Researchers in the United States and China reported on Monday that they developed an artificial intelligence tool that is able to accurately predict which newly infected patients with the coronavirus go on to develop severe lung disease.
Once deployed, the algorithm could assist doctors in making choices about where to prioritise care in resource-stretched healthcare systems, said Megan Coffee, a physician and professor at New York University’s Grossman School of Medicine who co-authored a paper on the finding in the journal Computers, Materials & Continua.
The tool discovered several surprising indicators that were most strongly predictive of who went on to develop so-called “acute respiratory disease syndrome” (ARDS), a severe complication of the COVID-19 illness that fills the lungs with fluid and kills about 50 percent of coronavirus patients who get it.
The team applied a machine-learning algorithm to data from 53 coronavirus patients across two hospitals in Wenzhou, China, finding that changes in three features – levels of the liver enzyme alanine aminotransferase (ALT), reported body aches, and haemoglobin levels – were most accurately predictive of subsequent severe disease.

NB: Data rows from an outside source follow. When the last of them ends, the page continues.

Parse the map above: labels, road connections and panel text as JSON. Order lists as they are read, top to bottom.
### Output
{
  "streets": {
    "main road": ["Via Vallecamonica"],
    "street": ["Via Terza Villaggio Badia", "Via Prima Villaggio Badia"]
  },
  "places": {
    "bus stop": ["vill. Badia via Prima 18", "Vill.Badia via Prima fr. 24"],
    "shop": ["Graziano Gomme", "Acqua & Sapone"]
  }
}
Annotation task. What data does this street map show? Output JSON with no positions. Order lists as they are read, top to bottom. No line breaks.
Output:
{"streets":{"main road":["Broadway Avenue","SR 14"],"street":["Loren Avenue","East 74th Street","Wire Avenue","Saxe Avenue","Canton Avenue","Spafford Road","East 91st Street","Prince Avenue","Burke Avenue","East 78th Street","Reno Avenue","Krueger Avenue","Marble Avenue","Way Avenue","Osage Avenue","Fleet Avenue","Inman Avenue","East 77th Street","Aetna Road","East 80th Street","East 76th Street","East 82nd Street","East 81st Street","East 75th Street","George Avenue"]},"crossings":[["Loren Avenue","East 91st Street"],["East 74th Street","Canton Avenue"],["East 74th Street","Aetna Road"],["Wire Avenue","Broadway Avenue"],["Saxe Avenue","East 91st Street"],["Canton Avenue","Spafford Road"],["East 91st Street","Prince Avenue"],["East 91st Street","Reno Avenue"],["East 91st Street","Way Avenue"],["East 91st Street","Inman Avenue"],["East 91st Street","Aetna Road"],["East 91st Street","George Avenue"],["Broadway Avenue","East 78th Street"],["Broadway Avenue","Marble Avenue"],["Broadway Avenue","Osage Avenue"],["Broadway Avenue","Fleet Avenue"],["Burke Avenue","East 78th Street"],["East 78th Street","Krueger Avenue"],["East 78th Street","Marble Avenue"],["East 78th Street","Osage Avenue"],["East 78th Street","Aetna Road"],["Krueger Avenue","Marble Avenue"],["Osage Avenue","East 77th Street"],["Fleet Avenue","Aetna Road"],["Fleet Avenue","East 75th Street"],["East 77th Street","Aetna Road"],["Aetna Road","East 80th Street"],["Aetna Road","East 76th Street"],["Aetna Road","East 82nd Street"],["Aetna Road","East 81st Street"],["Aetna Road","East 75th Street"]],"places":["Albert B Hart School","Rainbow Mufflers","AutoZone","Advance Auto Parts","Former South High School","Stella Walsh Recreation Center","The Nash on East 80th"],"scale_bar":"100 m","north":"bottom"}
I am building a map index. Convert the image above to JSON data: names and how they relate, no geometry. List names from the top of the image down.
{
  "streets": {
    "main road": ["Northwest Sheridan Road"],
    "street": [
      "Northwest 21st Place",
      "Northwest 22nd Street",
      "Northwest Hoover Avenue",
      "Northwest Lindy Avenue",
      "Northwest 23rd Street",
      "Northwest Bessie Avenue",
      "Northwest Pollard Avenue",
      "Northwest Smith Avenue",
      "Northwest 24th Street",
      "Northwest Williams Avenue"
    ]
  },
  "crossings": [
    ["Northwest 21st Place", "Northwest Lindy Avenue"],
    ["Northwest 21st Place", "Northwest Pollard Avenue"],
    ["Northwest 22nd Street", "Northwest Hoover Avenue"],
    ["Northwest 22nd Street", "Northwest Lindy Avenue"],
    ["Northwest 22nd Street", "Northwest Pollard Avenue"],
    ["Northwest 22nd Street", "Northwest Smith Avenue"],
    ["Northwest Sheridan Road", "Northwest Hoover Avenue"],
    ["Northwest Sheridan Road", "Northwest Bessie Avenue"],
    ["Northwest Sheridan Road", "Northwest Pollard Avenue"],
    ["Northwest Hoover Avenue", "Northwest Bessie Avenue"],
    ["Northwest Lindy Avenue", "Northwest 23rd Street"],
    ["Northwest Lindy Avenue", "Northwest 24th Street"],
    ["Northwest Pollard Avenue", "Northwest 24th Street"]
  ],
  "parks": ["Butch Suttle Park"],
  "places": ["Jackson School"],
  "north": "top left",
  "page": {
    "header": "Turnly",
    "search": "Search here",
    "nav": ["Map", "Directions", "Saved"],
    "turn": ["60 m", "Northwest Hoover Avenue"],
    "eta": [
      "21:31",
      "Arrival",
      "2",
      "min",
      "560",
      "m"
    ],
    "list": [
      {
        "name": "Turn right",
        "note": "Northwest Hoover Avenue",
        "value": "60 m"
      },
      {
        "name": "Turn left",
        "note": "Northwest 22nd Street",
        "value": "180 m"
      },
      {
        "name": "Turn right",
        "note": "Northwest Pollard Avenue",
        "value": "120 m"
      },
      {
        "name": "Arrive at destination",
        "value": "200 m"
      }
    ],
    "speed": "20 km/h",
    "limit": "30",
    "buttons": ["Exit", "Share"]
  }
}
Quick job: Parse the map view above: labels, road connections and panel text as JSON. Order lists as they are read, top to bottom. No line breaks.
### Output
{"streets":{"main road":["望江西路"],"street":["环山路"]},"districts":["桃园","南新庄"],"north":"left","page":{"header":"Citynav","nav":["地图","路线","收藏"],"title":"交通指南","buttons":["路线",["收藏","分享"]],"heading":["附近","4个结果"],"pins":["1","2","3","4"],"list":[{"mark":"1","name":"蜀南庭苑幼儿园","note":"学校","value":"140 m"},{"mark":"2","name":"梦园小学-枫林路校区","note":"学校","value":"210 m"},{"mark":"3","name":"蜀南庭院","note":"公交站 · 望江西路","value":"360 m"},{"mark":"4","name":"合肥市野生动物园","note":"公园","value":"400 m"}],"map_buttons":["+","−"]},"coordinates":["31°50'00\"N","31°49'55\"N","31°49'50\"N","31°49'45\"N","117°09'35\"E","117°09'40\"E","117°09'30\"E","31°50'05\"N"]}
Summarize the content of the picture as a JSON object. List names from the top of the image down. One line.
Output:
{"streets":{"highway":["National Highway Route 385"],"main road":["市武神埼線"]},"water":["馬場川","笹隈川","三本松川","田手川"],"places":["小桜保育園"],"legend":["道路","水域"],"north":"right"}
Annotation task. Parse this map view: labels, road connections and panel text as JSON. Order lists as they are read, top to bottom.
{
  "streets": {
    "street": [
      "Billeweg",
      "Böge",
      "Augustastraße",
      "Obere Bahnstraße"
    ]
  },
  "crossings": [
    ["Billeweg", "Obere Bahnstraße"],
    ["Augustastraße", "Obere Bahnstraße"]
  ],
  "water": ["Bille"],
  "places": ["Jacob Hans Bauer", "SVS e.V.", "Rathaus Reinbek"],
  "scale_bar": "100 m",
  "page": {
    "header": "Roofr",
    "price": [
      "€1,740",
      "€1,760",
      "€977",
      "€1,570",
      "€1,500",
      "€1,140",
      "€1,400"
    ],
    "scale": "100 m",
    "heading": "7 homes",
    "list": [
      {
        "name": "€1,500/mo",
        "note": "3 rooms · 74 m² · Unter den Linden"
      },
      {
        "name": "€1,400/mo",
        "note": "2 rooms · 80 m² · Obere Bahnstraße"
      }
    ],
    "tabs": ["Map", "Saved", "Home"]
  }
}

Using this information along with other factors, the tool was able to predict risk of ARDS with up to 80 percent accuracy.
By contrast, characteristics that were considered to be hallmarks of COVID-19, such as a particular pattern in lung images called “ground-glass opacity,” fever, and strong immune responses, were not useful in predicting which of the patients with initially mild symptoms would get ARDS.
Neither age nor sex were useful predictors either, even though other studies have found men over 60 to be at higher risk.
“It’s been fascinating because a lot of the data points that the machine used to help influence its decisions were different than what a clinician would normally look at,” Coffee said.
AI in medicine
Using AI in medical settings is not a brand new concept – a tool already exists to help dermatologists predict which patients will go on to develop skin cancer, to give just one example.
What makes this different is that doctors are learning on the fly about COVID-19, and the tool can help steer them in the right direction, in addition to helping them decide which patients to focus on as hospitals become overwhelmed, said co-author Anasse Bari, a computer science professor at NYU.
The team is now looking to further refine the tool with data from New York and hope it is ready to deploy sometime in April.